Built in 1890, this building became known as Boylston Hall. In 1919 the Jamaica Plain Neighborhood House Association (formerly known as the Helen Weld House) purchased Boylston Hall and began offering vocational classes, social services, a kindergarten program and social events. The JPNHA ended services in 1997, and the building is now apartments. For more on the house and the neighborhood, read this blog post.

The old Haffenreffer facility now used by Boston Beer Co., which I profiled last month, was one of two dozen breweries in Jamaica Plain and nearby Roxbury in the early 20th century. I walked past the imposing former Franklin Brewery on Washington Street and took this shot.

Like many of the other area breweries, Franklin shuttered with the onset of Prohibition in 1918. The building has been home to various moving and storage companies for much of the last 100 years. For more on the various breweries that once populated this area, read this really great article.

There's such a great stock of old brick buildings in Jamaica Plain. Can I start calling it JP now? Thanks. I had limited time so I didn't get to shoot too many of them. One of my favorites is this one.

Green Supermarket is located in the former Papineau's Livery Stable, which is right next to the one-time Patrick Meehan's Carriage factory, per some brochures I found online from the Boston Landmarks Commission and Historic Boston. I can't make out the ghost signs. If anybody can, leave a comment below.

The cool old buildings and ghost signs in the neighborhood are really great, but I was most impressed by the public art on display. I shouldn't have been surprised, as JP is a known artist enclave.

Located outside Stonybrook Fine Arts, Morris Norvin's Recycled David of course echoes Michelangelo's world-famous David sculpture.

On the outer walls of buildings in the Boston Beer complex I spied these beauties:

(There's a lot here. From the top: farming, the Haffenreffer brewery, an Egleston Square trolley and horse-drawn wagon, Hatoff's gas station, Doyle's pub (a great place), Compadres Meat Market, hippie protesters ("Bikes Not Bombs"), a nod to Clover restaurant/food truck and Crop Circle Kitchen incubator, a farmers' market and Samuel Adams beer.)

(Here we see a lovely domestic scene. A message in Spanish is along the left border. The woman is literally radiating, and perhaps is meant to suggest the Virgin Mary.)

This mural of an Orange line train is one of many adorning the outside walls of the CityPOP Egleston and Boston Makers building on Washington Street. Located in a former glass factory, the pop-up art space and maker space are only temporary, however, as the building waits for redevelopment, according to the CityPOP web site.

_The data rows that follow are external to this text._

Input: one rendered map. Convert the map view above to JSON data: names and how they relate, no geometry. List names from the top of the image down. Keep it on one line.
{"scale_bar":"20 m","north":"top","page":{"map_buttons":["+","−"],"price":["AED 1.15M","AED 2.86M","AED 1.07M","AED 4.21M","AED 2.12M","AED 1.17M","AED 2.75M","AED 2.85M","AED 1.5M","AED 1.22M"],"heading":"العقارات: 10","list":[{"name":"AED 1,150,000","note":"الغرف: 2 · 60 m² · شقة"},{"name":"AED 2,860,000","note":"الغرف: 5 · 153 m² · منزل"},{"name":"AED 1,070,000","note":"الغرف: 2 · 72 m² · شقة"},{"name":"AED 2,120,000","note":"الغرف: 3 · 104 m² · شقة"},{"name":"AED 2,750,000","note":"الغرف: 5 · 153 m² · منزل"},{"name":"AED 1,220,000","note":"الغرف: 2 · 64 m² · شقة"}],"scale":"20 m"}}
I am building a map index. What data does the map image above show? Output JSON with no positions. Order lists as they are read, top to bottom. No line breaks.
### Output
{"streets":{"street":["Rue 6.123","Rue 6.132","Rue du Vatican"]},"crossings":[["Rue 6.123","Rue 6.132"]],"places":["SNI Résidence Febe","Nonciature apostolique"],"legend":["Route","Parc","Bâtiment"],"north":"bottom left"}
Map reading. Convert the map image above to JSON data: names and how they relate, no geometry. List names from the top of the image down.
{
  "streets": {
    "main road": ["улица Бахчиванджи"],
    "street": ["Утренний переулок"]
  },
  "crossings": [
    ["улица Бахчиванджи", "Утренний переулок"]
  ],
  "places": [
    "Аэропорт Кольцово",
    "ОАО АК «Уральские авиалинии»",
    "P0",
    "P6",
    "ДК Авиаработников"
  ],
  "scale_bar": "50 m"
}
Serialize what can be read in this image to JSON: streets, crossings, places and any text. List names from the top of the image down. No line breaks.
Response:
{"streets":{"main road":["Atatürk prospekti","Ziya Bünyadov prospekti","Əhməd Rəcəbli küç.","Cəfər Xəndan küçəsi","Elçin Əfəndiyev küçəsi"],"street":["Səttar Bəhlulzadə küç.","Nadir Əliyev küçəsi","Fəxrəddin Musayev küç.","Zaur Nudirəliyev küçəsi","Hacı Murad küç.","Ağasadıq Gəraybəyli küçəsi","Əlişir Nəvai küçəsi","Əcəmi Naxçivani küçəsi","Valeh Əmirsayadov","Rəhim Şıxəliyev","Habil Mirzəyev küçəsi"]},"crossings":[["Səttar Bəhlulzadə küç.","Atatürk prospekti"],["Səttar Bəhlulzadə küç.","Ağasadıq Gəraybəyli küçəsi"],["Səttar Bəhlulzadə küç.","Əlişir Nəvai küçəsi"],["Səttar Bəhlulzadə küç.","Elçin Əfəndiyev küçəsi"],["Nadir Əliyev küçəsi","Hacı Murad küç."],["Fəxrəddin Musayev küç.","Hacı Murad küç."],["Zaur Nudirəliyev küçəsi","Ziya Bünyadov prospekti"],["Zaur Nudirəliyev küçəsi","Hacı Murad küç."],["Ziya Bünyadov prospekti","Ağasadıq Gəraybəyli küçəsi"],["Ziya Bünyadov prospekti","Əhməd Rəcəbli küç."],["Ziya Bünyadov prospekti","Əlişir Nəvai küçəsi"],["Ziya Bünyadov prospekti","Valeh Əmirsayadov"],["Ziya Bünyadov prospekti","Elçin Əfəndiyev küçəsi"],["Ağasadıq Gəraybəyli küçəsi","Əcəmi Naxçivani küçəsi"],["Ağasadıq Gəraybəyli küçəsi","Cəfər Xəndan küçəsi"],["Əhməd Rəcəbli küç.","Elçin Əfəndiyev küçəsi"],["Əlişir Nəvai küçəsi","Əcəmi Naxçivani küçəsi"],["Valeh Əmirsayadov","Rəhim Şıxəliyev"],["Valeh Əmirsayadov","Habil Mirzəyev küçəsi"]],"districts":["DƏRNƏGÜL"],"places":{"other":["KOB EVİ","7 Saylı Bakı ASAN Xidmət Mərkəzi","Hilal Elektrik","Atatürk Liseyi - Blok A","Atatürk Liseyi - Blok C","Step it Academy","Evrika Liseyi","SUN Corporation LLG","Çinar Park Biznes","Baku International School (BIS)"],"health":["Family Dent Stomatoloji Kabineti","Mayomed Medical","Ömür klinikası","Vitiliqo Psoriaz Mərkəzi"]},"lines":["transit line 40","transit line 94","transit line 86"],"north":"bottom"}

OK, now I've come full circle. The house in the photo at the top of this post is amazing.

Purchased in the latter half of 2016 by City Realty Group, which also owns the CityPop/Boston Makers site, this house got a make-over from the Avenue of Arts collaborative of street artists, according to this Boston magazine article.

The house was abandoned, and City Realty plans to redevelop the site. But in the meantime, "the little house on Green Street" shines as a testament to folks from different walks of life working together to improve a neighborhood.

According to Zillow, the house was built in 1835.

I definitely need to get back to Jamaica Plain, and to start exploring other Boston neighborhoods.

Saturday, January 20, 2018

The Fabulous Baker Estate

From Dave Brigham:

During the time I've been wrestling with this post you could've written, cast, shot, edited, promoted, released, reaped awards from and released both regular and director's cuts on DVD a movie about how long I've been wrestling with this post.

In the early days of this blog I started chasing the ghosts of Ridge Hill Farms, an 800-acre amusement park/fantastic folly built by industrialist William Baker in the late 1800's in Needham, Mass., currently a well-to-do bedroom community of Boston but at the time a much quieter, more bucolic town. I'd read about the park in a Boston Globe article several years ago and kept its fascinating details in the back of my mind.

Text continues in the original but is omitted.